Activity:
Begin at the top of the records below and print each line exactly until the line containing "flex:none; width:38px; height:38px;" has been printed; any pictures are to be left out.

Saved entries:
--- START ---

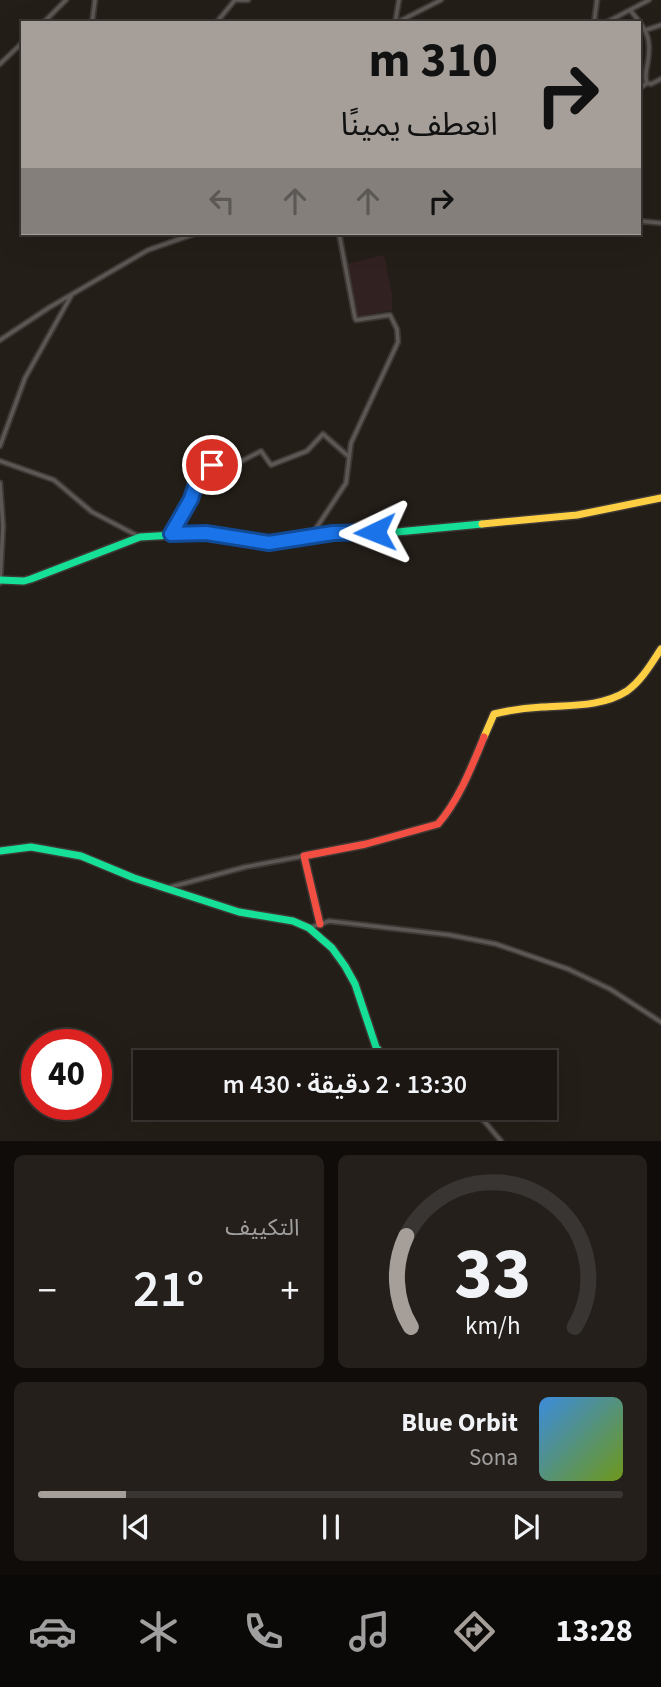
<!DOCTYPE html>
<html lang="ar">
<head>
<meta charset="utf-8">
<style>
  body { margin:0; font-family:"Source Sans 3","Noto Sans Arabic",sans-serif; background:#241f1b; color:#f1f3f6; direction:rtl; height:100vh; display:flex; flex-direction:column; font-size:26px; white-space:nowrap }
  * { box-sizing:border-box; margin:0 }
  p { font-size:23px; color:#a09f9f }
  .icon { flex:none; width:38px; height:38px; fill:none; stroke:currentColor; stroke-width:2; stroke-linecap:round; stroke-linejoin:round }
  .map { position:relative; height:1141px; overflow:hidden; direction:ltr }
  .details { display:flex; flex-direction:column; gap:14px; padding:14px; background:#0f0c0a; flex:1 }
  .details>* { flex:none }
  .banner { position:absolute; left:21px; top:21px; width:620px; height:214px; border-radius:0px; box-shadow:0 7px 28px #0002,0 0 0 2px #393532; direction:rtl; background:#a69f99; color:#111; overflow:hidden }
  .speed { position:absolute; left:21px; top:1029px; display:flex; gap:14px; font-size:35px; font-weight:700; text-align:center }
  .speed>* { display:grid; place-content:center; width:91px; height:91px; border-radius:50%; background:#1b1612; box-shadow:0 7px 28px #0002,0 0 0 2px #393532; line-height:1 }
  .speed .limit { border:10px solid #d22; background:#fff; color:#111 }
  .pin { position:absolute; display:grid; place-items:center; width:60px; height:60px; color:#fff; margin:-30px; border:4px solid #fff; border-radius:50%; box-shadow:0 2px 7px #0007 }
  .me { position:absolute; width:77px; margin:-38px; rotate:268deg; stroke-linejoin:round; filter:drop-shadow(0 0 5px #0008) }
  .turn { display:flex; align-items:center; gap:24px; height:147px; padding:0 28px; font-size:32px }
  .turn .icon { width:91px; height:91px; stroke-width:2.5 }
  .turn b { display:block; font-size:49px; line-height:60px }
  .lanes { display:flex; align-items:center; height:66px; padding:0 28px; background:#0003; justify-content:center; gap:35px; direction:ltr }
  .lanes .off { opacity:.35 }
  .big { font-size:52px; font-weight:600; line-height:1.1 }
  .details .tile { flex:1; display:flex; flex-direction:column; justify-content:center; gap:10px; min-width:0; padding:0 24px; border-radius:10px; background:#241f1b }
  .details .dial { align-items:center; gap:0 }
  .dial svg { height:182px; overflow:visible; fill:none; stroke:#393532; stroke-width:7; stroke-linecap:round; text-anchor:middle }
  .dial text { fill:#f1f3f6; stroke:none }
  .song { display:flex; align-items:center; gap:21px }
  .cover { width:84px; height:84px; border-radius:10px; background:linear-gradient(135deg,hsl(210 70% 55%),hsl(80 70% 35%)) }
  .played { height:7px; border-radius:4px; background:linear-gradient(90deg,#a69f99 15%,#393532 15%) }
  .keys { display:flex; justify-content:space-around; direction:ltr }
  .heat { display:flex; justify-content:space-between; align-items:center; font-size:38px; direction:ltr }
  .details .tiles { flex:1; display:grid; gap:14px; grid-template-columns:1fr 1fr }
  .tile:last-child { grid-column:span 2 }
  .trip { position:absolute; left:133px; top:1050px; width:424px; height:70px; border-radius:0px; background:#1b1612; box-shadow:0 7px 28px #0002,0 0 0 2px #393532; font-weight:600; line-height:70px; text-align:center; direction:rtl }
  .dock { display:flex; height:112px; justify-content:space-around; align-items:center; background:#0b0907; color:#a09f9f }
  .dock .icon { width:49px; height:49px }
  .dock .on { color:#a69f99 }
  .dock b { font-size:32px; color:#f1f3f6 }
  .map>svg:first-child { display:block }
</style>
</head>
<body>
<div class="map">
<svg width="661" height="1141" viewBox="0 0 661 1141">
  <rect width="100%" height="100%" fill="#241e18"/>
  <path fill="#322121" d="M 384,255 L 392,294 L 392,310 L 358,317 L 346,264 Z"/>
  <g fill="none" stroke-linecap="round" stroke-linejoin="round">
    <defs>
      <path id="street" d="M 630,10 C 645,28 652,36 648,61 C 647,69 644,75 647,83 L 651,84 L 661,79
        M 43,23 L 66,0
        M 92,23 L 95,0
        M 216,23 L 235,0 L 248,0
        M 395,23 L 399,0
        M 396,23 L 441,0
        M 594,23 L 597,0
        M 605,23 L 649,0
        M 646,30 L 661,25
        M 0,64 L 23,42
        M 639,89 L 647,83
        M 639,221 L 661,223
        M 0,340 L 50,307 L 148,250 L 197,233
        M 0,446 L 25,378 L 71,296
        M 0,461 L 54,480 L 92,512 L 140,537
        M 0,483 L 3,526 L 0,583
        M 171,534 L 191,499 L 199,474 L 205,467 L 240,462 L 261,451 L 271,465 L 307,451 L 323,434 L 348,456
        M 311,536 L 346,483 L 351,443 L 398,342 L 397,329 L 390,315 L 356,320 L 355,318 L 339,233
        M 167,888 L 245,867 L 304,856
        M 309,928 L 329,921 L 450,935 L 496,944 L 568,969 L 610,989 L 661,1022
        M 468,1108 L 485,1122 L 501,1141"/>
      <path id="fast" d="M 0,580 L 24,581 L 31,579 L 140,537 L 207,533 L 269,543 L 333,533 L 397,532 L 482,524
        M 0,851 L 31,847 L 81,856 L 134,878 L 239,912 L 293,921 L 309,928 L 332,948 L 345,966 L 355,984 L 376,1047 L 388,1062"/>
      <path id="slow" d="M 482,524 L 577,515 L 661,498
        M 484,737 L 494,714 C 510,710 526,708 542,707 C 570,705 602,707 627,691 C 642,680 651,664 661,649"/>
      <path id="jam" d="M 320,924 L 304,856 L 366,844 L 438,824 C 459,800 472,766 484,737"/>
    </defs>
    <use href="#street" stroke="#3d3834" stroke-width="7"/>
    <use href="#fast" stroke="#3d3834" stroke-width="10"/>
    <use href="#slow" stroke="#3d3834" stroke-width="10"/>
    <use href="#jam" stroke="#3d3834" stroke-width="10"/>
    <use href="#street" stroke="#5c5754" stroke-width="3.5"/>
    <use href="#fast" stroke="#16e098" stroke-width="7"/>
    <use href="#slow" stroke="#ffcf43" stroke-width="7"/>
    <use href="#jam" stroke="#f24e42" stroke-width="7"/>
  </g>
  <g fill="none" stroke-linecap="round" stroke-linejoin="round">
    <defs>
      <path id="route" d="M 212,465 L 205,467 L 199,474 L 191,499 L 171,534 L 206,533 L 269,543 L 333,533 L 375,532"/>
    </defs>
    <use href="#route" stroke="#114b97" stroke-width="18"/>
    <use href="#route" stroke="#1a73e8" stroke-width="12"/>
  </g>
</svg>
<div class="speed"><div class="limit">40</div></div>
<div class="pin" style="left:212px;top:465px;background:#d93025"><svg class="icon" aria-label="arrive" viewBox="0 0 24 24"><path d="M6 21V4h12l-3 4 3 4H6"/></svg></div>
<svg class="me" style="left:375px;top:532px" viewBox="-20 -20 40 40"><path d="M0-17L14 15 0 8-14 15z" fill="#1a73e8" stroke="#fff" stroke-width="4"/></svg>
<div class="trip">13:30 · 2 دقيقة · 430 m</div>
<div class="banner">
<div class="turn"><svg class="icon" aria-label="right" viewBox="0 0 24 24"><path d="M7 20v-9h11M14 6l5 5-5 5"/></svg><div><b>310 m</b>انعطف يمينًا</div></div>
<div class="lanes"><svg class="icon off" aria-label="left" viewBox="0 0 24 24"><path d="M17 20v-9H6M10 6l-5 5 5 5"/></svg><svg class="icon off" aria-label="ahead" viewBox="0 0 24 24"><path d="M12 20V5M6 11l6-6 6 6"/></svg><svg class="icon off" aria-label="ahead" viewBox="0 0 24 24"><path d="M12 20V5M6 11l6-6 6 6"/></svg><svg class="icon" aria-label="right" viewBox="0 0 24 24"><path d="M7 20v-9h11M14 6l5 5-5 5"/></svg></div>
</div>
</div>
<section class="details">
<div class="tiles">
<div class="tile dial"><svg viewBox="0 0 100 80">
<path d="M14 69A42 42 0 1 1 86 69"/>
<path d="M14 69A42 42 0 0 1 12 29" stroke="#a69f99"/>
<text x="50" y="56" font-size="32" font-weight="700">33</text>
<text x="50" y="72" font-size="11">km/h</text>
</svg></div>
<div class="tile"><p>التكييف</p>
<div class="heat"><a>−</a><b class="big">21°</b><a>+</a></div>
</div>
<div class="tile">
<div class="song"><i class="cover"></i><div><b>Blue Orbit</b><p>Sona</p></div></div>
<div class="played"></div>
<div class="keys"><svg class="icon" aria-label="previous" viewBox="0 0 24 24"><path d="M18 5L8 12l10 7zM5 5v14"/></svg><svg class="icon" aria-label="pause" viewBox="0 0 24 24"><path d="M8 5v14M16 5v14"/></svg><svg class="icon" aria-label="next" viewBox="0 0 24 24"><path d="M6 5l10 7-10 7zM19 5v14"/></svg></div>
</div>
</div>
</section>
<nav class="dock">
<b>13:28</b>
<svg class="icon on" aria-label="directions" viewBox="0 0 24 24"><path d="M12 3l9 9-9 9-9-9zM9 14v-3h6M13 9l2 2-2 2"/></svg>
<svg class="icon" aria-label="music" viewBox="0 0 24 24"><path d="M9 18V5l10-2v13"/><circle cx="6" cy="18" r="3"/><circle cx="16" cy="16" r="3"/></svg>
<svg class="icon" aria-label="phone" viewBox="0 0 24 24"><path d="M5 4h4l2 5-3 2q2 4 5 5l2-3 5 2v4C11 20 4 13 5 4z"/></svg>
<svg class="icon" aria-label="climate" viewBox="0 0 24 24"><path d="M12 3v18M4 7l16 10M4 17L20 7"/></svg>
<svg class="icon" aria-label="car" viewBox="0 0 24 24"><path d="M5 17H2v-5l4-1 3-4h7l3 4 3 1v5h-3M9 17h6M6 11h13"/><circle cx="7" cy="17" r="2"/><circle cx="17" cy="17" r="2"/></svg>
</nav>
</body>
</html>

--- END ---

Task solution:
<!DOCTYPE html>
<html lang="ar">
<head>
<meta charset="utf-8">
<style>
  body { margin:0; font-family:"Source Sans 3","Noto Sans Arabic",sans-serif; background:#241f1b; color:#f1f3f6; direction:rtl; height:100vh; display:flex; flex-direction:column; font-size:26px; white-space:nowrap }
  * { box-sizing:border-box; margin:0 }
  p { font-size:23px; color:#a09f9f }
  .icon { flex:none; width:38px; height:38px; fill:none; stroke:currentColor; stroke-width:2; stroke-linecap:round; stroke-linejoin:round }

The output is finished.